Elsewhere, he writes that “Awakening is not primarily a cognitive act; it is an existential re-adjustment…a refined engagement with a shifting, complex world…it springs from a quiet, but curious intelligence. And it is empathetic, keenly sensitized to the peculiar texture of one's own and other's suffering.” The Buddha suggested that “you turn your life to that which is very far from God: the pain and anguish of life on earth; to embrace the contingency of one's life is to embrace one's fate as an ephemeral but sentient being.”
And this becomes the ground for unsentimental compassion and love. “As a way of life the middle path is an ongoing task of responsiveness and risk, grounded in a groundless ground.
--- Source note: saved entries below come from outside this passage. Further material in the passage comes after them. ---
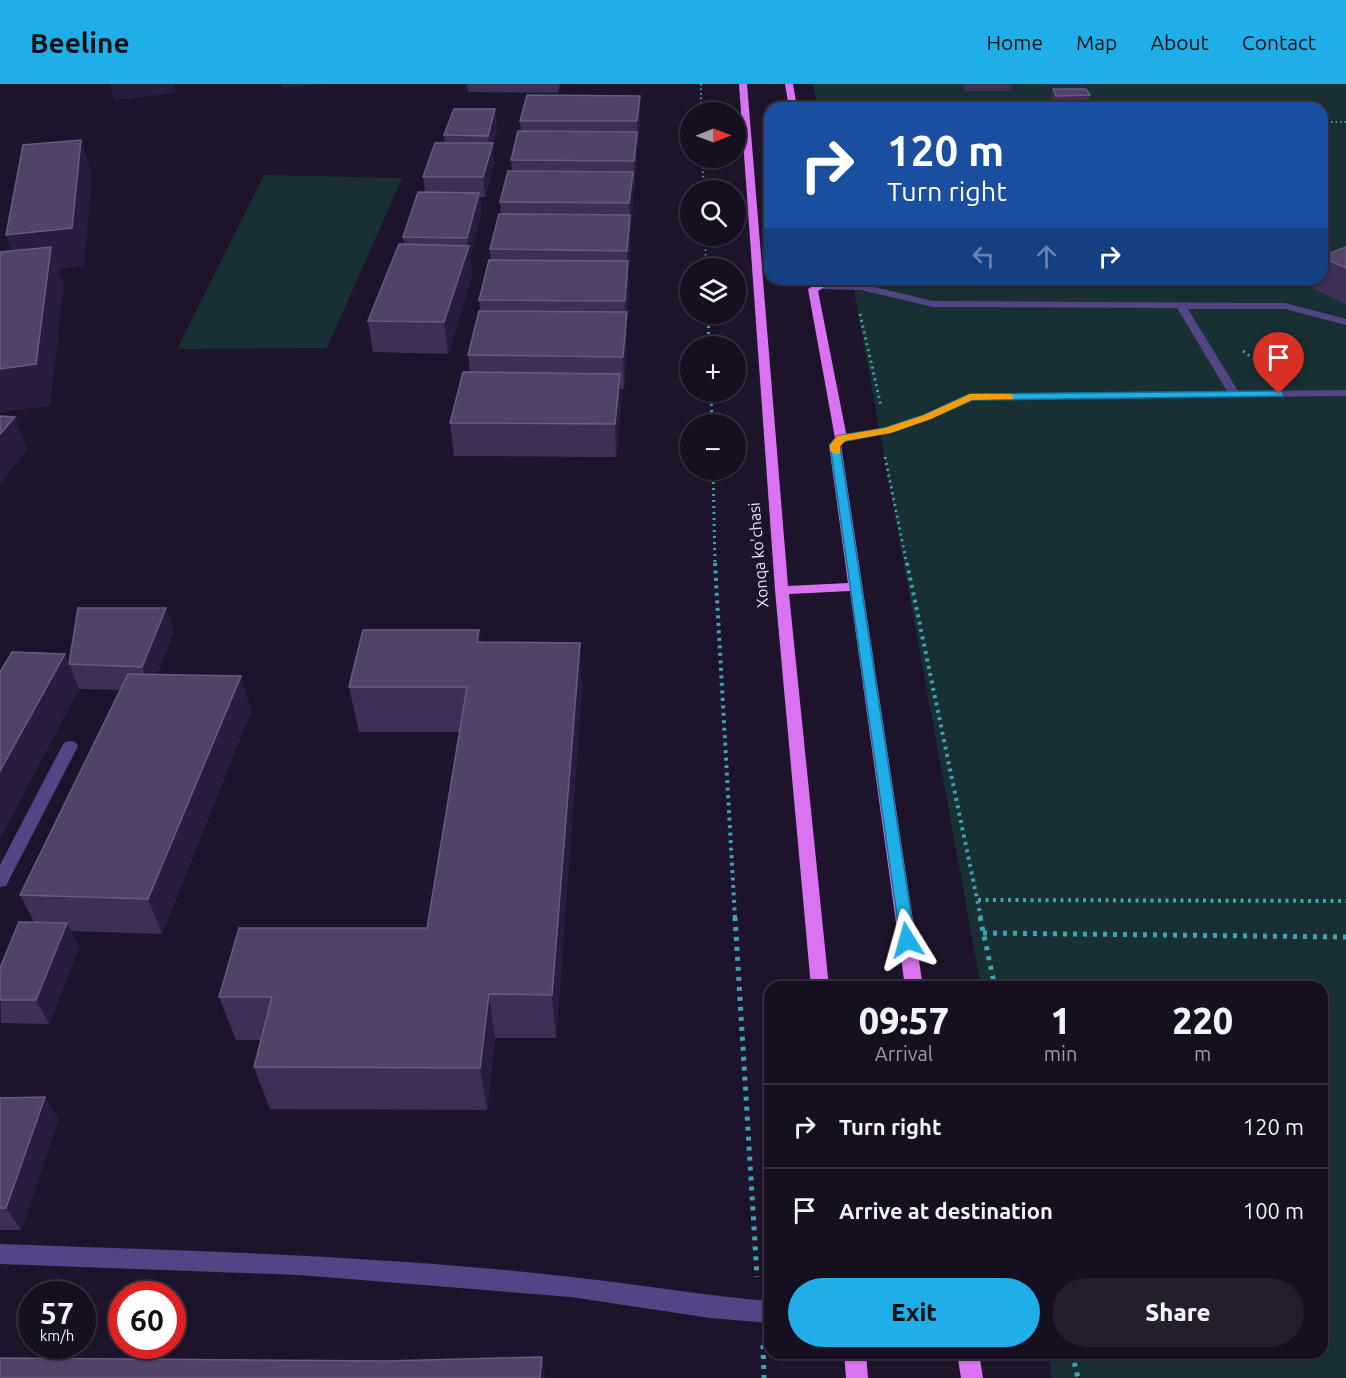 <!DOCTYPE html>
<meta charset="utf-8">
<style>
:root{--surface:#160f20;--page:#231d2d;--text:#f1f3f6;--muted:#9e9ca5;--line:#352f3e;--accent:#20aee9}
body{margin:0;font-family:Ubuntu,sans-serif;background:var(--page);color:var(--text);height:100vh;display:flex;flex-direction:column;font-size:22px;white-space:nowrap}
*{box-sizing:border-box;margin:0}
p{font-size:20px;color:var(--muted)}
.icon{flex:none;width:33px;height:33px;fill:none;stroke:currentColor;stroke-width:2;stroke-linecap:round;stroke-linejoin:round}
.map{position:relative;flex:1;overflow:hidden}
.side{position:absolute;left:764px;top:897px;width:564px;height:378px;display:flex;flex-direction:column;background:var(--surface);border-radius:18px;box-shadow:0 2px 4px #0004,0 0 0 2px var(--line)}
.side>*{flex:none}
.guide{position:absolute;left:764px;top:18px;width:564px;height:183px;border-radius:18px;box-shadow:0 2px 4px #0004,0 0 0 2px var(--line);background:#1a4fa0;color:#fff;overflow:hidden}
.needle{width:39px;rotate:89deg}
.buttons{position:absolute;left:680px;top:18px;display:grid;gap:12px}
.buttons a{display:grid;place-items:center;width:66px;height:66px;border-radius:50%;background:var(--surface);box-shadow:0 2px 4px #0004,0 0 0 2px var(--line);font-size:30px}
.speed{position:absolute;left:18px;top:1197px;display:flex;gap:12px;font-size:30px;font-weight:700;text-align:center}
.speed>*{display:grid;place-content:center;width:78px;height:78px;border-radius:50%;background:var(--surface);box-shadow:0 2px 4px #0004,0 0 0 2px var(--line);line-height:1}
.speed small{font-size:15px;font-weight:400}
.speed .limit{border:9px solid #d22;background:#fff;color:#111}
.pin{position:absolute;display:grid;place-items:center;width:51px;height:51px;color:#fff;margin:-62px -26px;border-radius:50% 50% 50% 0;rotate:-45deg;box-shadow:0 0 6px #0007}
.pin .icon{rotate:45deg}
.me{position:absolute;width:66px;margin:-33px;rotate:352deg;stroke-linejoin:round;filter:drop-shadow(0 0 4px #0008)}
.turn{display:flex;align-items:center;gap:21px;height:126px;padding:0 24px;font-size:27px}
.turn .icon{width:78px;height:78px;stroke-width:2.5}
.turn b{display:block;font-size:42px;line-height:51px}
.lanes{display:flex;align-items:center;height:57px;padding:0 24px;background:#0003;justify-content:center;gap:30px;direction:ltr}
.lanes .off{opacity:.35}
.eta{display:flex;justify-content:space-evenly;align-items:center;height:102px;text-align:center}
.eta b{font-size:36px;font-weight:800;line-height:42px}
.cta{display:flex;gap:12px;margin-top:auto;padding:12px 24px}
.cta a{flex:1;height:69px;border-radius:36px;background:var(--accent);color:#111;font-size:24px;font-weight:800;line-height:69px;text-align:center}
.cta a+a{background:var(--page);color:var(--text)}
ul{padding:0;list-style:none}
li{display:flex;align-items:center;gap:18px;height:84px;padding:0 24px;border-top:2px solid var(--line)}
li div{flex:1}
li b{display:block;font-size:22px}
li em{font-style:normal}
header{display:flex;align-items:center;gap:36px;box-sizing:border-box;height:84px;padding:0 30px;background:var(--accent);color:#111}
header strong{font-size:28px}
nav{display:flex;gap:33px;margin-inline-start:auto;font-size:21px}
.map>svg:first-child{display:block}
</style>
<header>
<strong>Beeline</strong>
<nav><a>Home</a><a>Map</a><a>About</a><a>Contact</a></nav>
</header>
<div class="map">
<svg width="1346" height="1294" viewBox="0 0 1346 1294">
<rect width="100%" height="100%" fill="#1d142b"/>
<!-- green -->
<g fill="#183034">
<path d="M 813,0 L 1346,0 L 1346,1294 L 1052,1294 L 1048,1269 L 1322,1269 L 1322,903 L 981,903 L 852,195 L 1322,195 L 1322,24 L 818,24 Z"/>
<path d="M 264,91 L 402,94 L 327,264 L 177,265 Z"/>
</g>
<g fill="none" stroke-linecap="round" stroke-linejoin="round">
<!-- path-far3 -->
<g stroke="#3ea3b3" stroke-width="2" stroke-dasharray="1.5 3" stroke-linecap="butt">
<path d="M 701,0 L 701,28"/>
<path d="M 1322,38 L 1346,38"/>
<path d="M 702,74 L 704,106"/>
<path d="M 705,152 L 706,184"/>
</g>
<!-- path-far2 -->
<g stroke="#3ea3b3" stroke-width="3" stroke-dasharray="2 4" stroke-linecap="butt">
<path d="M 708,230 L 709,262"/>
<path d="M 860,230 L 881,322"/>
<path d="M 1243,267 L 1264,282"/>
<path d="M 711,308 L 712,340"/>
<path d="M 885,373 L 907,481"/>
<path d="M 713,386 L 715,481"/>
</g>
<!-- path-far1 -->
<g stroke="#3ea3b3" stroke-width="4" stroke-dasharray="3 4.5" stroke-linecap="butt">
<path d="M 715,479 L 735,834"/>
<path d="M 907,479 L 981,834"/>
<path d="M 978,816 L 1346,817"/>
</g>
<!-- path -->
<g stroke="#3ea3b3" stroke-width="5" stroke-dasharray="4 6" stroke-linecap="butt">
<path d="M 735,833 L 757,1193"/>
<path d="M 980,833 L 995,903"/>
<path d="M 983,849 L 1346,853"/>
<path d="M 763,1261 L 764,1294"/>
<path d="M 1072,1269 L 1078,1294"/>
</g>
<!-- minor -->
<g fill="#534485" fill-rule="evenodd">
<path d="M 819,200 L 861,200 L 933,217 L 1285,219 L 1346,235 L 1346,241 L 1285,225 L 1188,225 L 1238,307 L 1346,306 L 1346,312 L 972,316 L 931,335 L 891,349 L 841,358 L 835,354 L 837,352 L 885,344 L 923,331 L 970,310 L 1227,307 L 1177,224 L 933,223 L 861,206 L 815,205 L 815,201 Z"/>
<path d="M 70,657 L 75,658 L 78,662 L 6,802 L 0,803 L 0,781 L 62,662 L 65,658 Z"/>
<path d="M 0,1160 C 190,1167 382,1171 571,1193 C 638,1200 703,1212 770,1217 L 770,1239 L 710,1234 L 571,1213 L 299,1191 L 0,1180 Z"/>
</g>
<!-- major -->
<g fill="#da73f1" fill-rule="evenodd">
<path d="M 739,0 L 747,0 L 788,502 L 848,499 L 829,361 L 835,354 L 808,205 L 814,201 L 813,195 L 823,195 L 824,203 L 818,207 L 847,354 L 841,361 L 923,903 L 905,903 L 850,507 L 789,510 L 829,903 L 811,903 L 775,506 Z"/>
<path d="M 785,0 L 793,0 L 797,24 L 789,24 Z"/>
<path d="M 844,1269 L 866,1269 L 868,1294 L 846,1294 Z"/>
<path d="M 957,1269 L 979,1269 L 983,1294 L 961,1294 Z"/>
</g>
</g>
<!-- wall -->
<g fill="#3f2f56">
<path d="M 467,0 L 560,0 L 558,9 L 468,8 Z"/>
<path d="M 963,0 L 1012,0 L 1011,7 L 965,7 Z"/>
<path d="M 1044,0 L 1086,0 L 1086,1 L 1045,1 Z"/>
<path d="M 1053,5 L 1090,11 L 1088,21 L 1055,21 L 1051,15 Z"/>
<path d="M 640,12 L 640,39 L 637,65 L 637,76 L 634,105 L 633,105 L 633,116 L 631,144 L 631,161 L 628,188 L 629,208 L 627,234 L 627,260 L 624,305 L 620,305 L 621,322 L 616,373 L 454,372 L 450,339 L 470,288 L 468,271 L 480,227 L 479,216 L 491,176 L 490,165 L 501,130 L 500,118 L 512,87 L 511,76 L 521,47 L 520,37 Z"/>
<path d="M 497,44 L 493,59 L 494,78 L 485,113 L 480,113 L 481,129 L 470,172 L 472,192 L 448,270 L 373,268 L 368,237 L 404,160 L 403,153 L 425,108 L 423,93 L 445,59 L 444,51 Z"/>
<path d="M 1346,163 L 1346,220 L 1310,203 L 1312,195 L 1322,195 L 1322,172 Z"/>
<path d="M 479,546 L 481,559 L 582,603 L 556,954 L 495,954 L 487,1026 L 270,1025 L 254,983 L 261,956 L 236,956 L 219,913 L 427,844 L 459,648 L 359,648 L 349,603 Z"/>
<path d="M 174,547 L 157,590 L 251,627 L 162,850 L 71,847 L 79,863 L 49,940 L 1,939 L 0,884 L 34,838 L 20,811 L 120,606 L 79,605 L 69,580 Z"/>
<path d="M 45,1013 L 58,1036 L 21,1146 L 0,1146 L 0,1014 Z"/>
</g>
<!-- shaded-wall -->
<g fill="#2a1c3e">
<path d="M 110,0 L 174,0 L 176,9 L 114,16 Z"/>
<path d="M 282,0 L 323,0 L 283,4 Z"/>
<path d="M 640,12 L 640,39 L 638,65 L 637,37 Z"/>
<path d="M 495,25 L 497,44 L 489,71 L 488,52 Z"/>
<path d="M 637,48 L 637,76 L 634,105 L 634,77 Z"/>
<path d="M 81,56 L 92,91 L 84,182 L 58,185 L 64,201 L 50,322 L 0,328 L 0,285 L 19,190 L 6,151 Z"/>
<path d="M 493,59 L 494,78 L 485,113 L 483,93 Z"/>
<path d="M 633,88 L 633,116 L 631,144 L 631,161 L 628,188 L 629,208 L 627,234 L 627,260 L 624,305 L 623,273 L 625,242 L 625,217 L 627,187 L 627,167 L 630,136 L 629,119 Z"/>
<path d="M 479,109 L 481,129 L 470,172 L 472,192 L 448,270 L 444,238 L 468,164 L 467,154 Z"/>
<path d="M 620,290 L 621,322 L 616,373 L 615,340 Z"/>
<path d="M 15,333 L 27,366 L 0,400 L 0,350 Z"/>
<path d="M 166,524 L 174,547 L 150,607 L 142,583 Z"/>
<path d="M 479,546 L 485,591 L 477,558 Z"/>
<path d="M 580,559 L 582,603 L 556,954 L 552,911 Z"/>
<path d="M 65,570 L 79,605 L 0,755 L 0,687 Z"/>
<path d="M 241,592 L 251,627 L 162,850 L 148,815 Z"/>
<path d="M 67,839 L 79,863 L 49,940 L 36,916 Z"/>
<path d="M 489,910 L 495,954 L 487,1026 L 480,984 Z"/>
<path d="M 45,1013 L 58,1036 L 21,1146 L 6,1124 Z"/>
<path d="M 542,1273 L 545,1294 L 540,1294 Z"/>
</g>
<!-- building -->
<g fill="#514268" stroke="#695b7f" stroke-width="1.5">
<path d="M 1053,5 L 1086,5 L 1090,11 L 1056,12 Z"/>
<path d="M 527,11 L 640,12 L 637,37 L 520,37 Z"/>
<path d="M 454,25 L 495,25 L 488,52 L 444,51 Z"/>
<path d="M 518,47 L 637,48 L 634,77 L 511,76 Z"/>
<path d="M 81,56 L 72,144 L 6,151 L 23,61 Z"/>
<path d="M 435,59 L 493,59 L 483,93 L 423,93 Z"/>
<path d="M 508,87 L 633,88 L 629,119 L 500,118 Z"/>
<path d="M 418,108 L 479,109 L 467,154 L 403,153 Z"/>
<path d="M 499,130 L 630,131 L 627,167 L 490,165 Z"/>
<path d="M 399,160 L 469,162 L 444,238 L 368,237 Z"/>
<path d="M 51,163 L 36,280 L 0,285 L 0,168 Z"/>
<path d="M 1346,163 L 1346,184 L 1322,173 L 1322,172 Z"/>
<path d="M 489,176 L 628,177 L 625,217 L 479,216 Z"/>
<path d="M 479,227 L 627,228 L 623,273 L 468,271 Z"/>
<path d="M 463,288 L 620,290 L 615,340 L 450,339 Z"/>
<path d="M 0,332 L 15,333 L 0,350 Z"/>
<path d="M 78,524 L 166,524 L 142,583 L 69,580 Z"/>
<path d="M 363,546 L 479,546 L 477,558 L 580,559 L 552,911 L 489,910 L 480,984 L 254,983 L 272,913 L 219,913 L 239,844 L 427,844 L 467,603 L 349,603 Z"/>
<path d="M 12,568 L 65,570 L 0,687 L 0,588 Z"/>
<path d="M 128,590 L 241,592 L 148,815 L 20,811 Z"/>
<path d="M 19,838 L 67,839 L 36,916 L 0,916 L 0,884 Z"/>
<path d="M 45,1013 L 6,1124 L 0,1124 L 0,1014 Z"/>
<path d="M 542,1273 L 540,1294 L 0,1294 L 0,1274 L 386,1277 Z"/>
</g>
<!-- route -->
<path fill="#20aee9" stroke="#157197" stroke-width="1.5" d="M 1279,307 L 1283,308 L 1283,312 L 972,316 C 926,337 894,349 845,357 L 840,362 L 915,856 L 912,860 L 907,862 L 901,860 L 830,361 L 837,352 L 885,344 L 924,331 L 970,310 Z"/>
<!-- slow -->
<path fill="#f59e0b" d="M 1010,310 L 1013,311 L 1013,315 L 972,316 L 931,335 L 891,349 L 845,357 L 840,362 L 840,369 L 836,370 L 830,367 L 830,361 L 837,352 L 885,344 L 924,331 L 970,310 Z"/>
<g text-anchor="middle" stroke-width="6" stroke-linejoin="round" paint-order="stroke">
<!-- street labels -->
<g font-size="16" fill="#e9e1fc" stroke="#1d142b">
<text transform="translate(758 471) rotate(-95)" y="6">Xonqa ko'chasi</text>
</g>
</g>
</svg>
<div class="buttons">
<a><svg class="needle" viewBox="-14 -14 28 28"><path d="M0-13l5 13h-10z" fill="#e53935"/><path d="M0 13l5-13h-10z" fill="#9e9ca5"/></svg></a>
<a><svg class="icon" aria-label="search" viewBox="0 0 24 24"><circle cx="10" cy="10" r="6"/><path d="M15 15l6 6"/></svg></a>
<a><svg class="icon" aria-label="layers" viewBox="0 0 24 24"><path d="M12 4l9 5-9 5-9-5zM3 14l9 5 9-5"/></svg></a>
<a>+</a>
<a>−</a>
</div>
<div class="speed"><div>57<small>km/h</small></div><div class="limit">60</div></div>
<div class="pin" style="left:1279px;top:310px;background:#d93025"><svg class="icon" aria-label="arrive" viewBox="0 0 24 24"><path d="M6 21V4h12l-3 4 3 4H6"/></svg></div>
<svg class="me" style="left:907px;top:856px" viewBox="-20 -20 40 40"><path d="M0-17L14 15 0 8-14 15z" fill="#20aee9" stroke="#fff" stroke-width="4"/></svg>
<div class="guide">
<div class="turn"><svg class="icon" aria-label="right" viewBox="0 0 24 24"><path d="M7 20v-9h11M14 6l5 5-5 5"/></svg><div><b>120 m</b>Turn right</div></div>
<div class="lanes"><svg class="icon off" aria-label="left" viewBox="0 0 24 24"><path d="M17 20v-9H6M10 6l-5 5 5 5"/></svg><svg class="icon off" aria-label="ahead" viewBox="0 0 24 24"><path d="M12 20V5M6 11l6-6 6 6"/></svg><svg class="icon" aria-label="right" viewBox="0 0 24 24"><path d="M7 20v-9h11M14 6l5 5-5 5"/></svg></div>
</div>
<section class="side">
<div class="eta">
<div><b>09:57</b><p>Arrival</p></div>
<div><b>1</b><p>min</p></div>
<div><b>220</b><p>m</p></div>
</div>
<ul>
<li><svg class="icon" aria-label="right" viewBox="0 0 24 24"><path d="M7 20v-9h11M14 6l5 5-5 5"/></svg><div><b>Turn right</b></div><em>120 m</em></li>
<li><svg class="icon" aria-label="arrive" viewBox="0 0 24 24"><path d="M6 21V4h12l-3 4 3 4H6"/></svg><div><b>Arrive at destination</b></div><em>100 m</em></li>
</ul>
<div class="cta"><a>Exit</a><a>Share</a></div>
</section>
</div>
Its twists and turns are as turbulent and unpredictable as life itself.”
The challenge of Gotama's eight-fold path as he sees it “is to live in this world in a way that allows every aspect of one's existence to flourish: seeing, thinking, speaking, acting, working etc. Each area of life calls for a specific way of practising the Dhamma…I think of myself as a secular Buddhist who is concerned entirely with the demands of this age (given the task of responding to the suffering that confronts me) no matter how inadequate and insignificant my responses to these demands might be. And if in the end there does turn out to be a heaven or nirvana somewhere else, I can see no better way to prepare for it.”